*** Opening of MATERIAL SHOWN ***

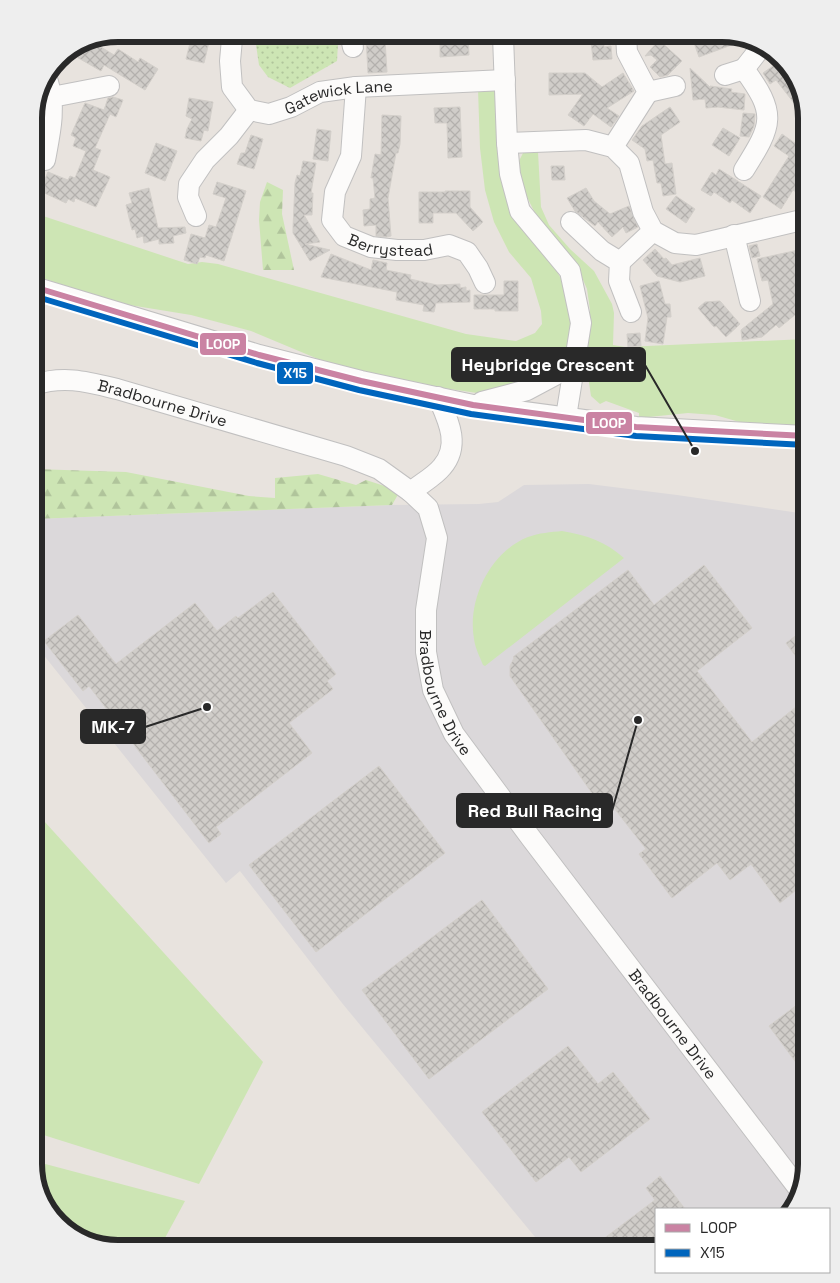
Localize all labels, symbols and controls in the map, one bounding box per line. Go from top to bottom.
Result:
street label: Gatewick Lane [282,75,393,119]
street label: Berrystead [345,228,435,261]
line badge: LOOP [199,332,247,356]
text: LOOP [206,335,241,353]
callout: Heybridge Crescent [452,348,645,381]
text: Heybridge Crescent [462,353,634,376]
line badge: X15 [276,361,314,385]
text: X15 [283,364,307,382]
street label: Bradbourne Drive [96,374,230,431]
line badge: LOOP [585,411,633,435]
text: LOOP [592,414,627,432]
street label: Bradbourne Drive [416,630,477,760]
callout: MK-7 [81,710,145,743]
text: MK-7 [91,715,135,738]
callout: Red Bull Racing [457,794,612,827]
text: Red Bull Racing [468,799,602,822]
street label: Bradbourne Drive [624,964,722,1083]
legend [655,1208,830,1273]
text: LOOP [700,1218,737,1237]
text: X15 [700,1243,725,1262]

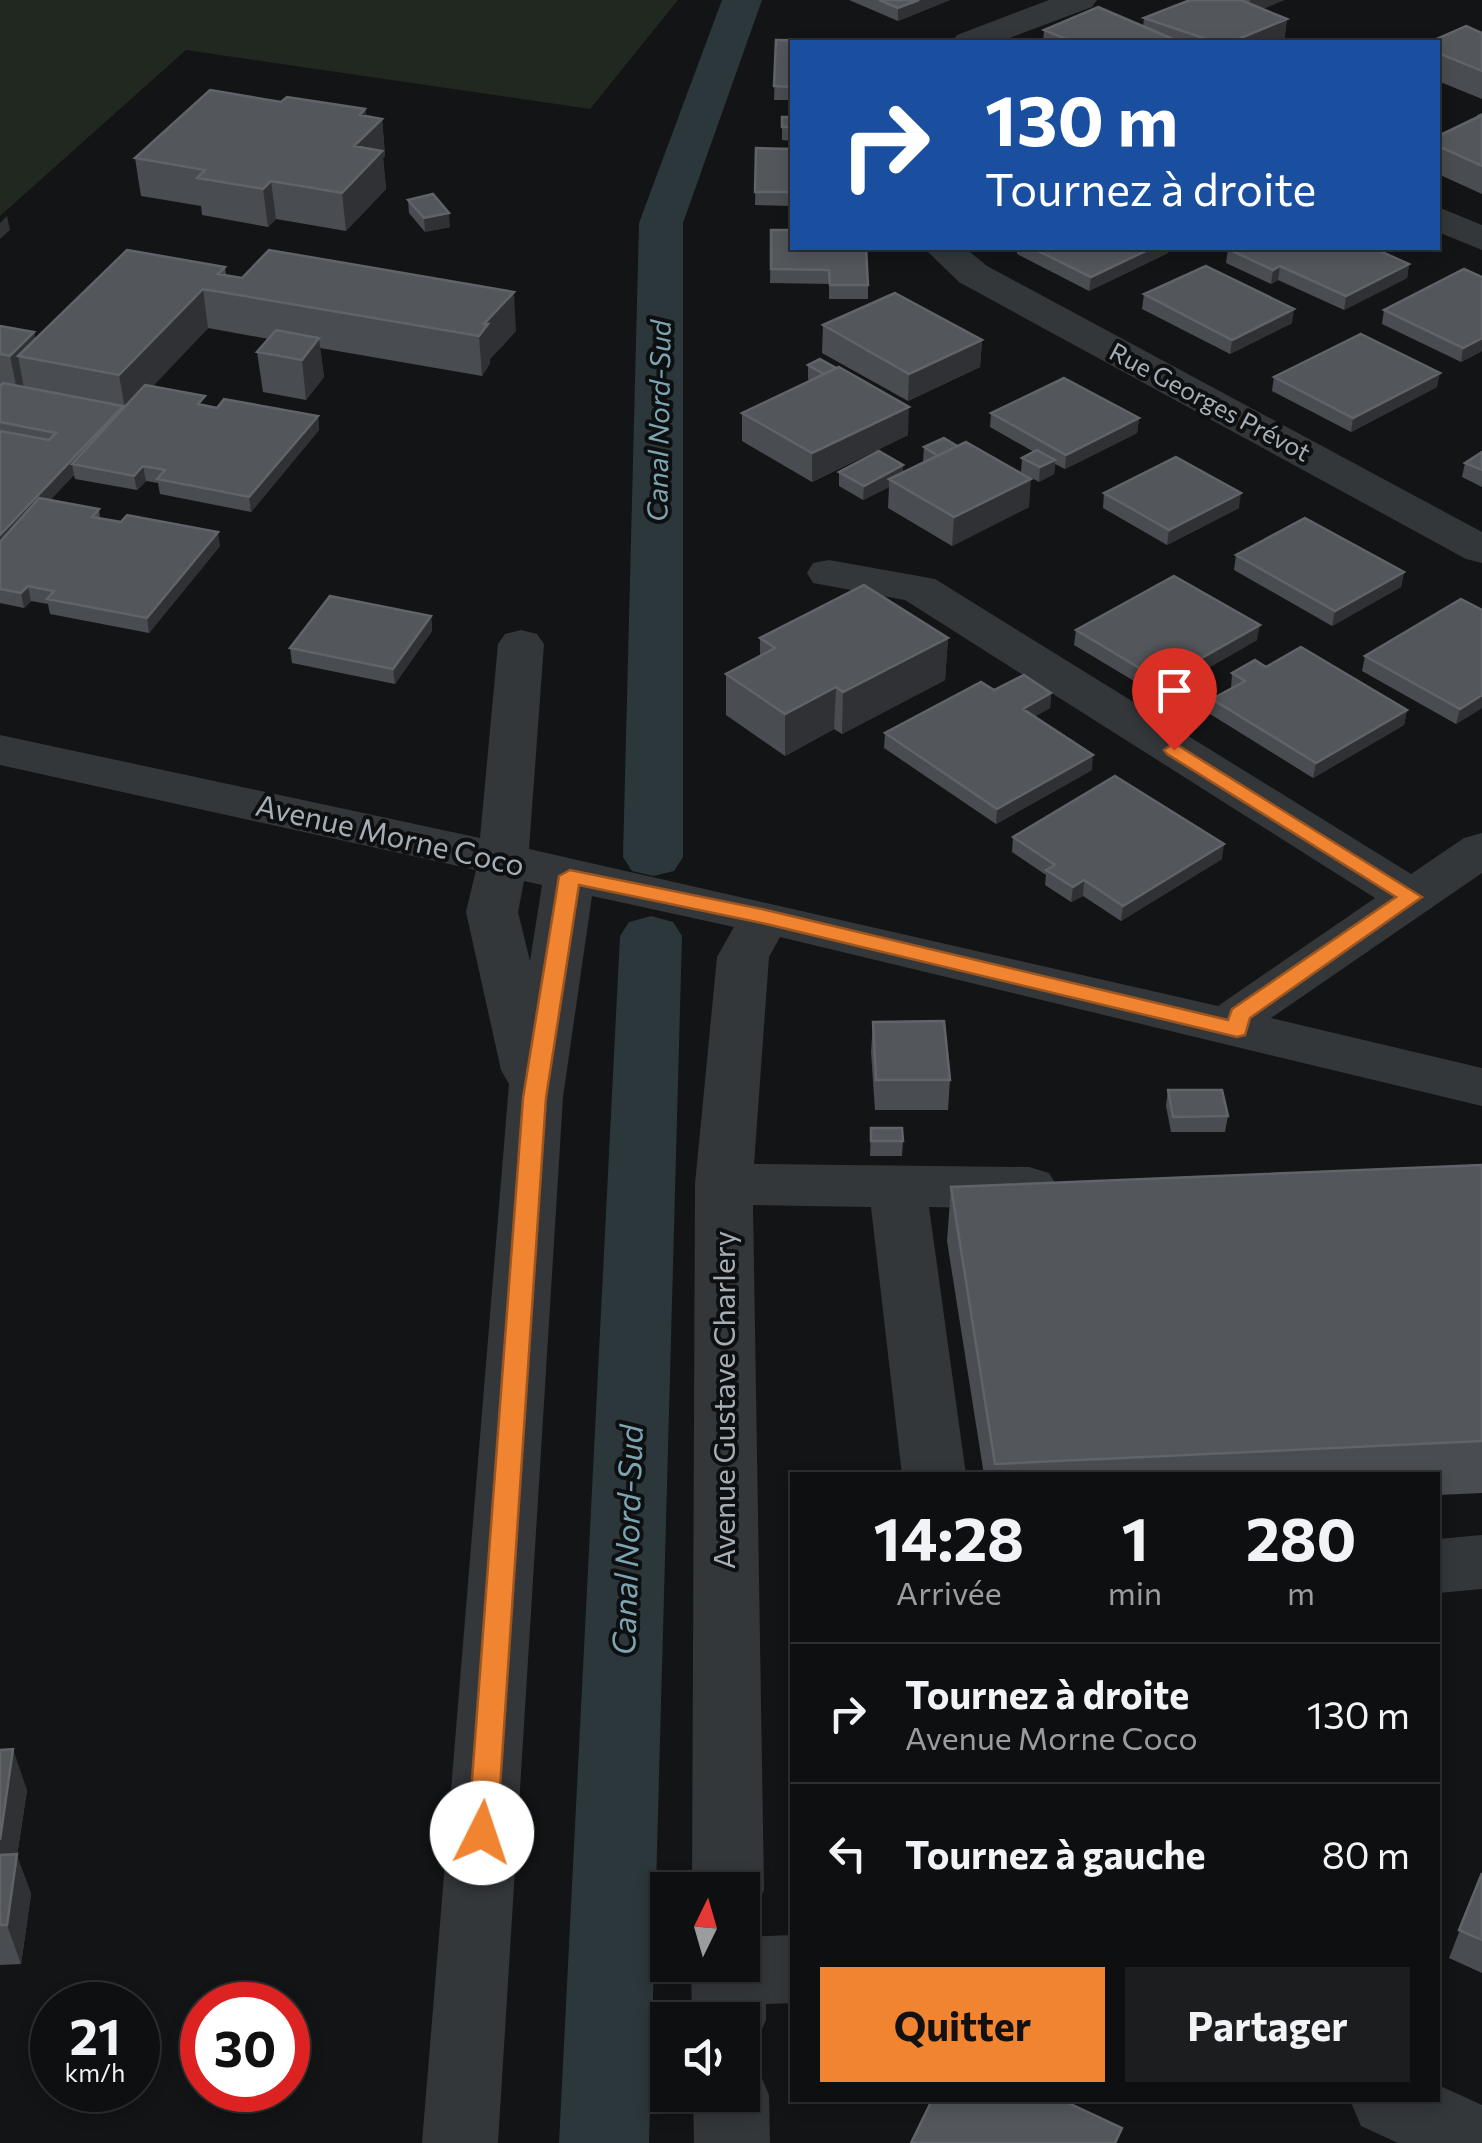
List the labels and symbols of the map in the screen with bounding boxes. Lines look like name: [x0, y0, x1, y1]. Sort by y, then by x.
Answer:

*** Close of MATERIAL SHOWN ***

WHAT IS NEEDED: Print the full listing again exactly, and drop every image from it.

TASK OUTPUT:
Localize all labels, symbols and controls in the map, one bounding box per line. Go from top to bottom.
Result:
street label: Gatewick Lane [282,75,393,119]
street label: Berrystead [345,228,435,261]
line badge: LOOP [199,332,247,356]
text: LOOP [206,335,241,353]
callout: Heybridge Crescent [452,348,645,381]
text: Heybridge Crescent [462,353,634,376]
line badge: X15 [276,361,314,385]
text: X15 [283,364,307,382]
street label: Bradbourne Drive [96,374,230,431]
line badge: LOOP [585,411,633,435]
text: LOOP [592,414,627,432]
street label: Bradbourne Drive [416,630,477,760]
callout: MK-7 [81,710,145,743]
text: MK-7 [91,715,135,738]
callout: Red Bull Racing [457,794,612,827]
text: Red Bull Racing [468,799,602,822]
street label: Bradbourne Drive [624,964,722,1083]
legend [655,1208,830,1273]
text: LOOP [700,1218,737,1237]
text: X15 [700,1243,725,1262]

List the labels and symbols of the map in the screen with bounding boxes. Lines look like name: [x0, y0, x1, y1]. Sort by y, then by x.
Answer:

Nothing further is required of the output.